On Wednesday, law professor Steven Davidoff Solomon had an interesting piece in The New York Times on J. Crew, another corporate behemoth going through a bit of a shake-up. The company is facing struggling revenue, poorly performing merchandise, and a brand that doesn't command the respect it used to. And a lot of that seems to stem from an ill-fated decision to take the company private in 2011, which was rammed through by J. Crew CEO Millard Drexler.
Solomon calls this the "great man" problem. Despite problems with the deal, other players in J. Crew were willing to chain themselves to Drexler's plan because, well, he was the one who built up the company while CEO. Another course of action might have seemed prudent from the standpoint of cold-eyed analysis. But Drexler's sheer clout overwhelmed such considerations.
You could say that the younger Murdoch's rise to the top of 21st Century Fox illustrates a potential "great man's progeny" problem. Just as sticking with Drexler seemed like an inevitability in the context of J. Crew's internal culture, the transfer of legacy from one generation to the next may have struck Fox's internal culture as inevitable as well, despite James Murdoch's past missteps.

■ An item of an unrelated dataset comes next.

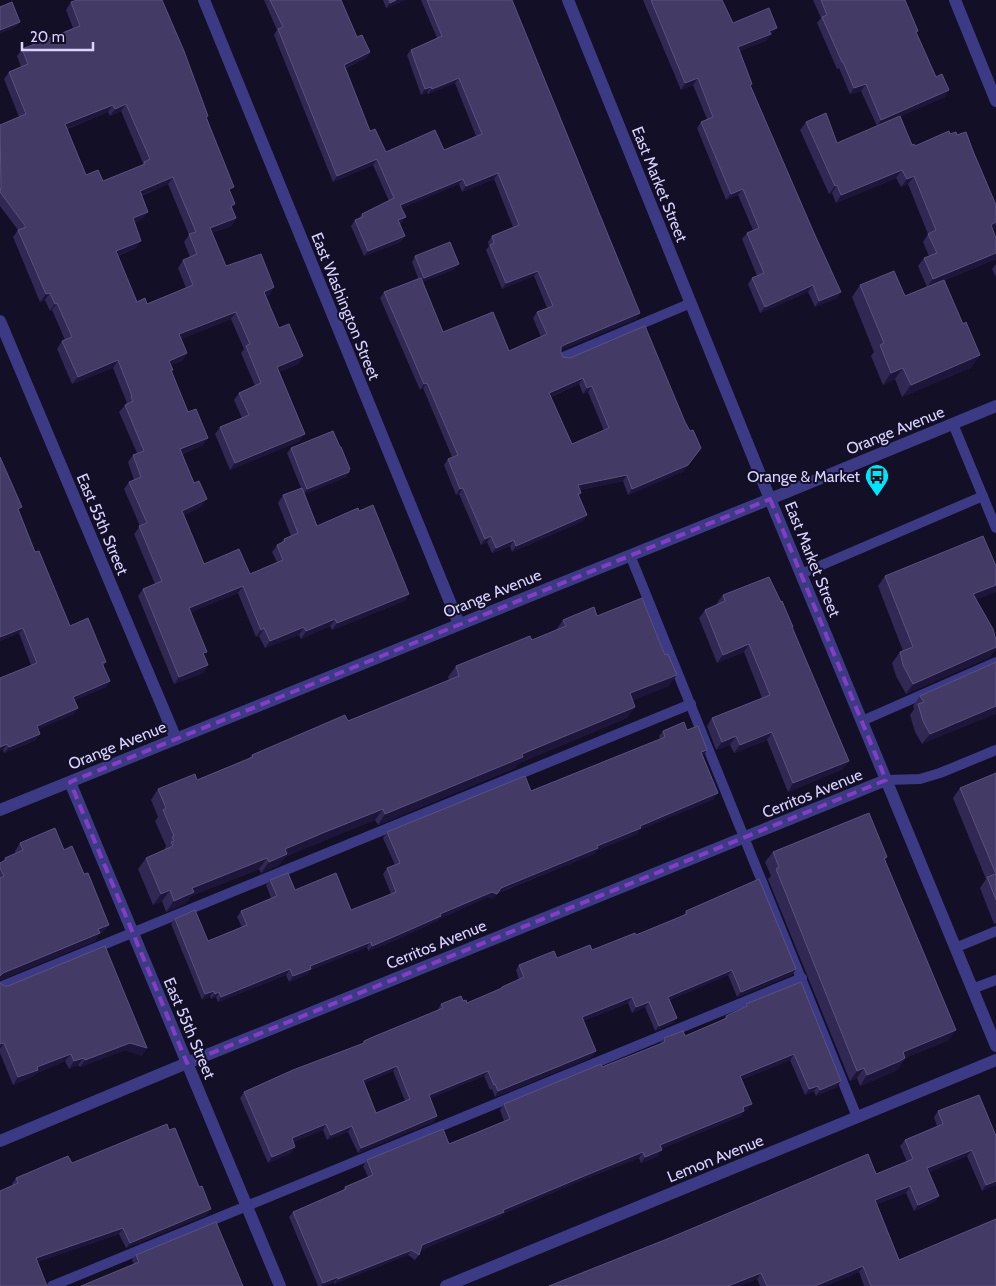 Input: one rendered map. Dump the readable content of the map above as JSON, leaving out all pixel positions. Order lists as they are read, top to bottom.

As Faber reminds us, James Murdoch "gave up his job running BSkyB after the U.K. hacking scandal engulfed the company four years ago." Faber says that James has since "been winning fans among the Fox investor base for his work as co-COO," and that they "believe James has matured as a leader, has a detailed knowledge of the company's operations, and is the driving force behind its expansion in digital distribution."
That's not damning. But "matured as a leader" is hardly a ringing endorsement, either. So far, the Murdoch empire's forays into the digital world have been the one decidedly lackluster aspect of its business efforts.
And the hacking scandal is an illuminating story. That was when British reporters in Rupert Murdoch's newspaper operations were caught hacking the phones of politicians, celebrities, and crime victims. James Murdoch didn't take over as executive chairman of News of the World — the tabloid where the hacking took place — until 2007, about a year after the hacking occurred. But the British government still criticized him for failing to properly inquire into what happened.
News Corporation, Rupert Murdoch's umbrella company, owned about 40 percent of BSkyB at the time, and James was chairman. But after the scandal broke, News Corporation dropped plans to acquire the rest of BSkyB, a huge setback. (Later, News Corporation was split into News Corp (which kept the publishing business) and 21st Century Fox (which kept the far more lucrative media, television, and movie business).)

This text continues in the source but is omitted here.